Carl Hall is championing the cause for Doncaster to be included in a new 14-team Championship division.
The Dons’ Kiwi co-owner (pictured) met with his contemporaries this week to discuss the RFL’s revoultionary Championship Review document - a proposed overhaul of the professional game that could see the game’s second tier expanded from 11 to 14 teams.
Hall conceded this week that talks were still at a very early stage and admitted that the plans met with a luke-warm response from club officials.
But he told the Free Press that Doncaster, who begin their 2011 Championship One campaign next month, could be elevated from the third to the second tier, should the plans come into force.
Hall said: “As a club we tick all the boxes that are required for entry into the new Championship and I’d like to think that’s where we’ll end up.

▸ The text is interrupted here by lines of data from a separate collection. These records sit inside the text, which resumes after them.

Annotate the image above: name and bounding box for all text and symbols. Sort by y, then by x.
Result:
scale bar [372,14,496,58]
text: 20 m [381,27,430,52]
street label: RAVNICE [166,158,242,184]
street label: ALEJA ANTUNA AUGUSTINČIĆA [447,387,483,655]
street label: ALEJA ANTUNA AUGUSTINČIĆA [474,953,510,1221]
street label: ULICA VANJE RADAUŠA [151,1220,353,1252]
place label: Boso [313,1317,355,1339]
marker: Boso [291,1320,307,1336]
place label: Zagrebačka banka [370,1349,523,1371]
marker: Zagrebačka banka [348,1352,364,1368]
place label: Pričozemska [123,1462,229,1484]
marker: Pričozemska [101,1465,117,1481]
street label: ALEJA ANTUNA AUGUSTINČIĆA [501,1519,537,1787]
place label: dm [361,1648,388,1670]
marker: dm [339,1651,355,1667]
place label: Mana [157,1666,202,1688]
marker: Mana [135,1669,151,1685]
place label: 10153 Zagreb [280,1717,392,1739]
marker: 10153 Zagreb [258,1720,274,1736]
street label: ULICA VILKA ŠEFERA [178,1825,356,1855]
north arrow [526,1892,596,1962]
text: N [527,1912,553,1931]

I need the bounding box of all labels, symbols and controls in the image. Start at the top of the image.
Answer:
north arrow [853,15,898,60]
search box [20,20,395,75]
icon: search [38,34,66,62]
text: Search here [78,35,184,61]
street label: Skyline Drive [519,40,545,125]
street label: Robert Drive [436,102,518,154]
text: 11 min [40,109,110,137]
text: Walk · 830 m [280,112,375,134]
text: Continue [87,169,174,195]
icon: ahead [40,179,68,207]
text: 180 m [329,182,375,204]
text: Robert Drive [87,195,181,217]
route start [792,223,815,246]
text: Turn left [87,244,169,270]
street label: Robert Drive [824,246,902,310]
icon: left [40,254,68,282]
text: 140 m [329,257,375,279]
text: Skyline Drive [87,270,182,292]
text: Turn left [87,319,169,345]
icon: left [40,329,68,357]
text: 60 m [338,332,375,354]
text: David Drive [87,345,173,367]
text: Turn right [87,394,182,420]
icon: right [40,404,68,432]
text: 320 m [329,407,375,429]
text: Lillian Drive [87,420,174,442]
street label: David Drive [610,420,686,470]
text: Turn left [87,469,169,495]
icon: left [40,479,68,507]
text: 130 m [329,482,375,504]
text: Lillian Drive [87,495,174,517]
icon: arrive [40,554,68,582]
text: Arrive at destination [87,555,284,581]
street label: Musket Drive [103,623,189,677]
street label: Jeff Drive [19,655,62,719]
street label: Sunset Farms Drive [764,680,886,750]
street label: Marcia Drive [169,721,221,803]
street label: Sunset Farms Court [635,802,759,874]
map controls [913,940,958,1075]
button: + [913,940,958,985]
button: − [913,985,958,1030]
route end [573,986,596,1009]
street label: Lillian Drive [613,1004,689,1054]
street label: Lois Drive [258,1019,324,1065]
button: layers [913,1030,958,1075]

“I firmly believe that Doncaster - given the kind of facilites and infra-structure we have in place here - deserve to be at that level.

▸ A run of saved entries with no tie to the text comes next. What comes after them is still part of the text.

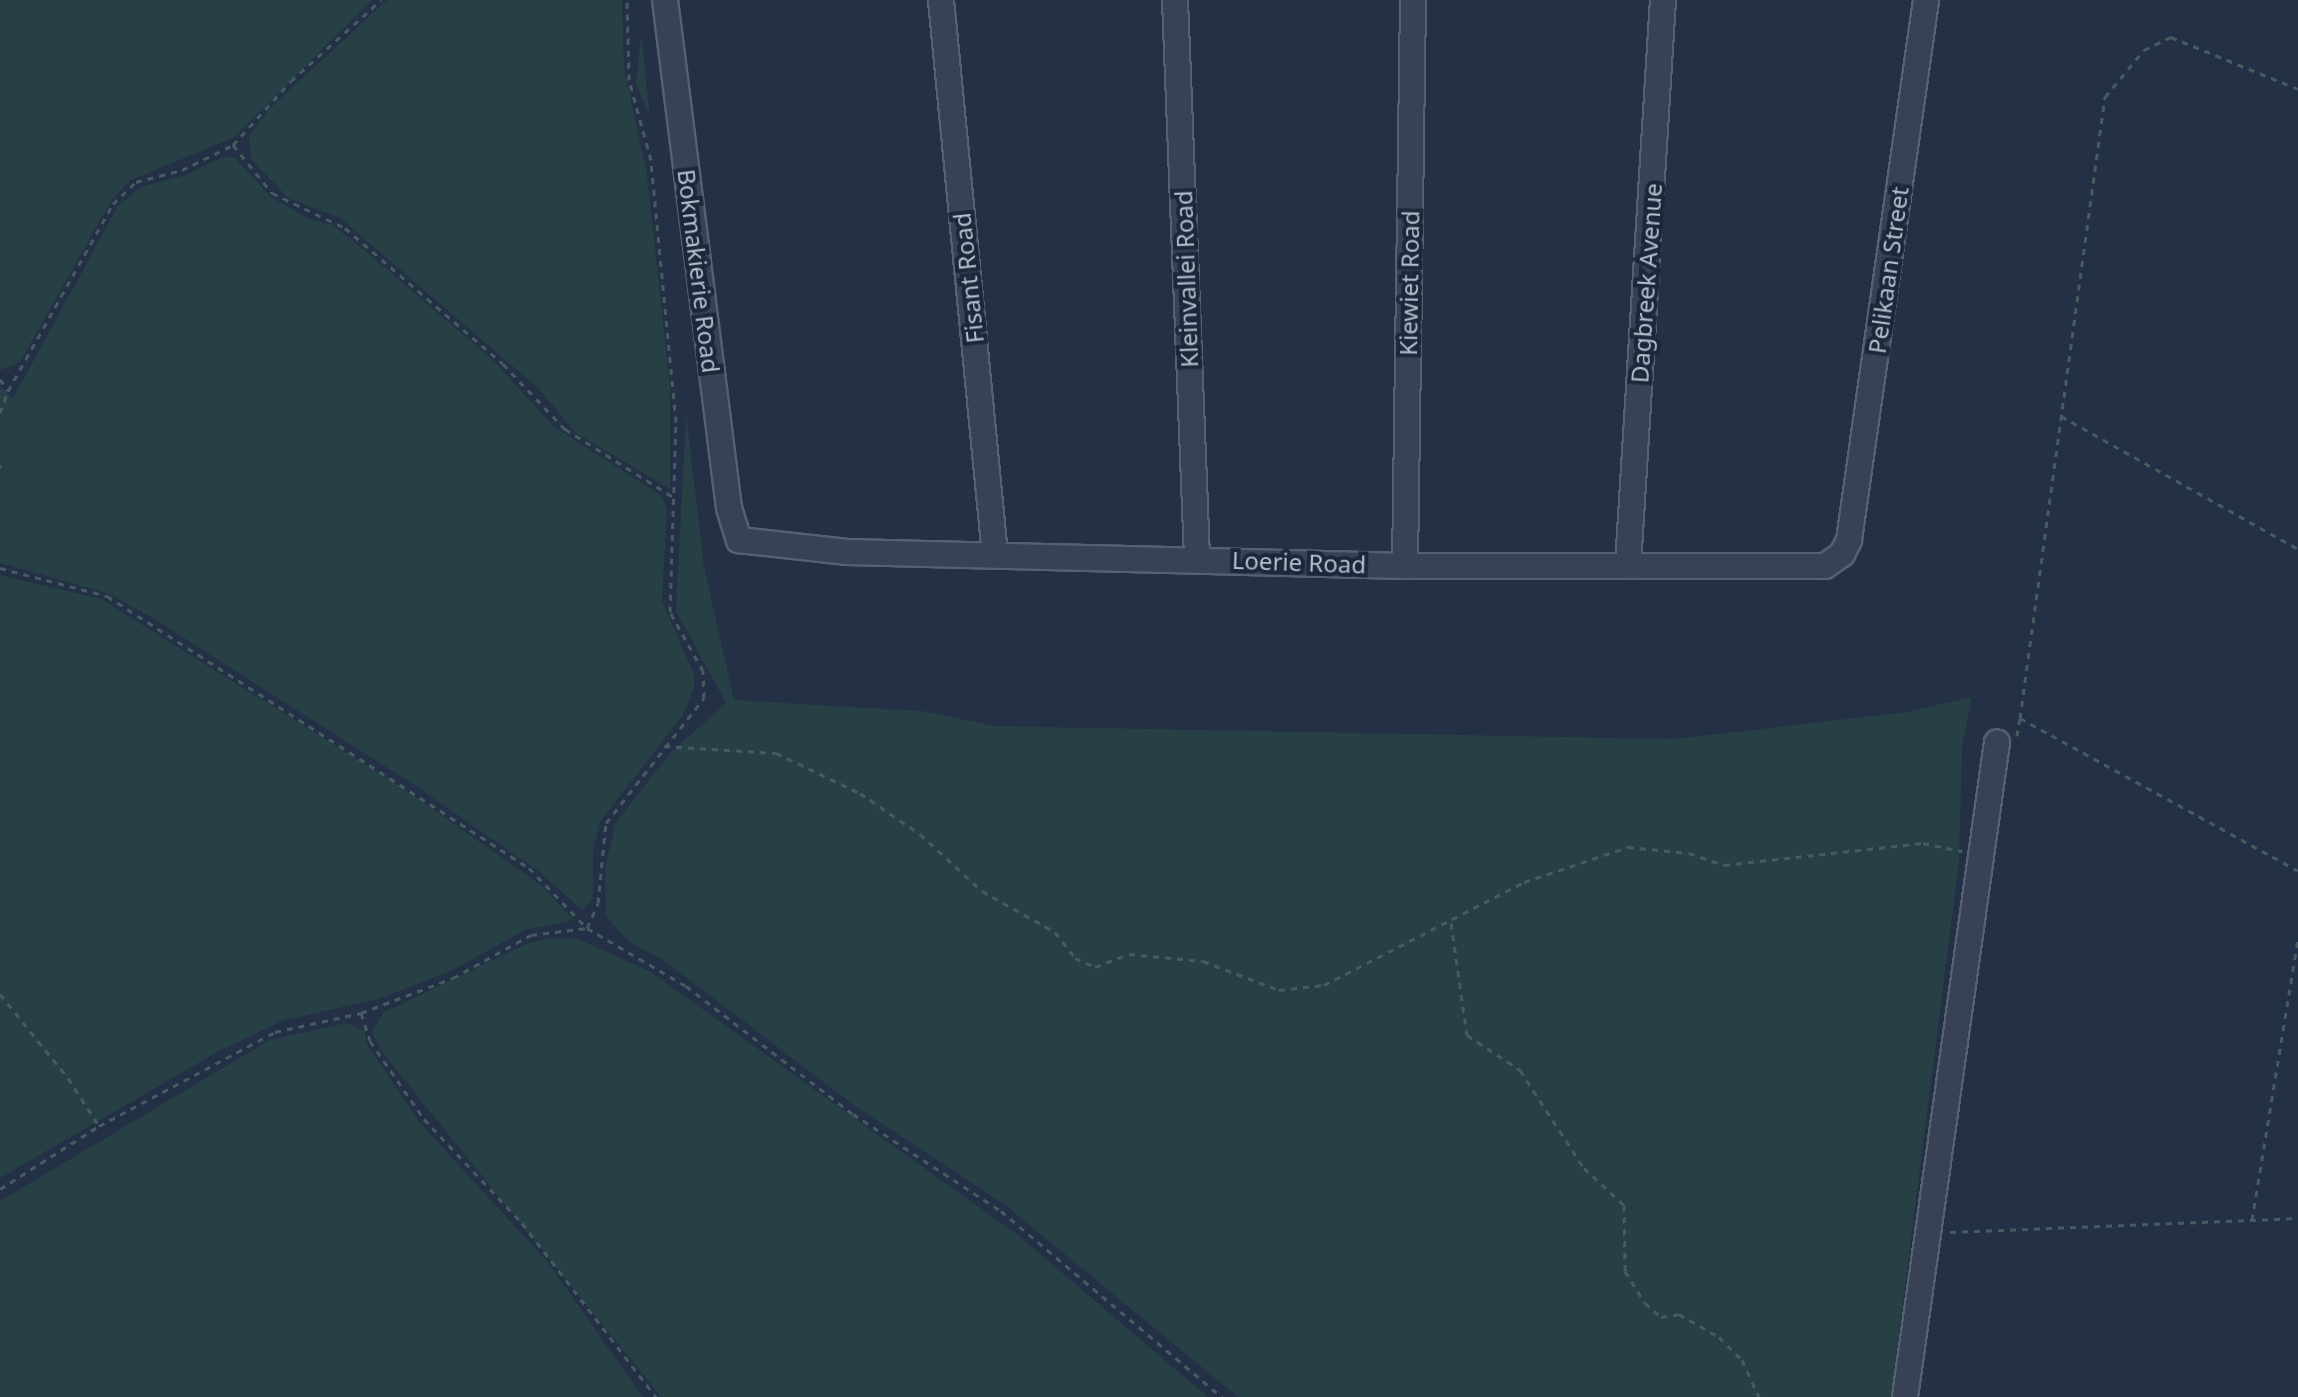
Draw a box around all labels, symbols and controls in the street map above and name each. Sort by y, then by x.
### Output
street label: Bokmakierie Road [672,168,726,374]
street label: Dagbreek Avenue [1625,182,1667,384]
street label: Pelikaan Street [1862,185,1914,355]
street label: Kleinvallei Road [1169,190,1203,368]
street label: Kiewiet Road [1393,210,1425,356]
street label: Fisant Road [947,211,989,345]
street label: Loerie Road [1231,545,1367,579]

“But the Championship clubs are a long way from reaching an agreement.
“There’s also talk of two 12-team divisions so we’ll just have to wait and see how things progress.
“Unfortunately I don’t really think there’s enough time to get this in place for the 2012 season.”

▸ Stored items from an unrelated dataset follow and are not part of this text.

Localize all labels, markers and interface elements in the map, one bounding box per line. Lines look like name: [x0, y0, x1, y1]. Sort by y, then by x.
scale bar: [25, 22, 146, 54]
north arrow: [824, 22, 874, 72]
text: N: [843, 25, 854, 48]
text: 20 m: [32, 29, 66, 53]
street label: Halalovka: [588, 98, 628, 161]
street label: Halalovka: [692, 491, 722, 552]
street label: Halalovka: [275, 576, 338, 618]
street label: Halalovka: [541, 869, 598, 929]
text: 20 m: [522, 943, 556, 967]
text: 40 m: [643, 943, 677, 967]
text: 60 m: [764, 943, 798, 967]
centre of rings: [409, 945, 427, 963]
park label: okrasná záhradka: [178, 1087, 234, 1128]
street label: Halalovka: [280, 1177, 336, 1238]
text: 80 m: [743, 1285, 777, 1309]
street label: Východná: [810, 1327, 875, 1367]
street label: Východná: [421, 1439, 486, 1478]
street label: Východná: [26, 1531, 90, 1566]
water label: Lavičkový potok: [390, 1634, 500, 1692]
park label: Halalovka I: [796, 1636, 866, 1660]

The RFL had hoped to ratify the new league structure at a meeting next month and name the 2012 Championship teams in September - but both of those aims now seem unlikely.
Under the new proposals, the Championship could be expanded to a 14-team competition with entry dependent on clubs meeting a series of stringent criteria based on minimum standards.
Clubs from outside the Championship and Championship One have been invited to join the third tier competition, while the RFL say they will consider promotion and relegation between between Championship One and the Conference Leagues from 2014.
The propsed new format alson promises to reward those clubs with recognised player development pathways and run with sound business principles with performance-related central funding payments.
Ralph Rimmer, the RFL’s chief operating officer, said: “I have no doubts that the changes we will ultimately implement will produce a structure that allows every Rugby League club to realise its potential,
“There are indeed some radical changes in there but I have no doubt that these proposals will allow the RFL to maximise the return on its investment and improve the stability of clubs by encouraging stronger business management.”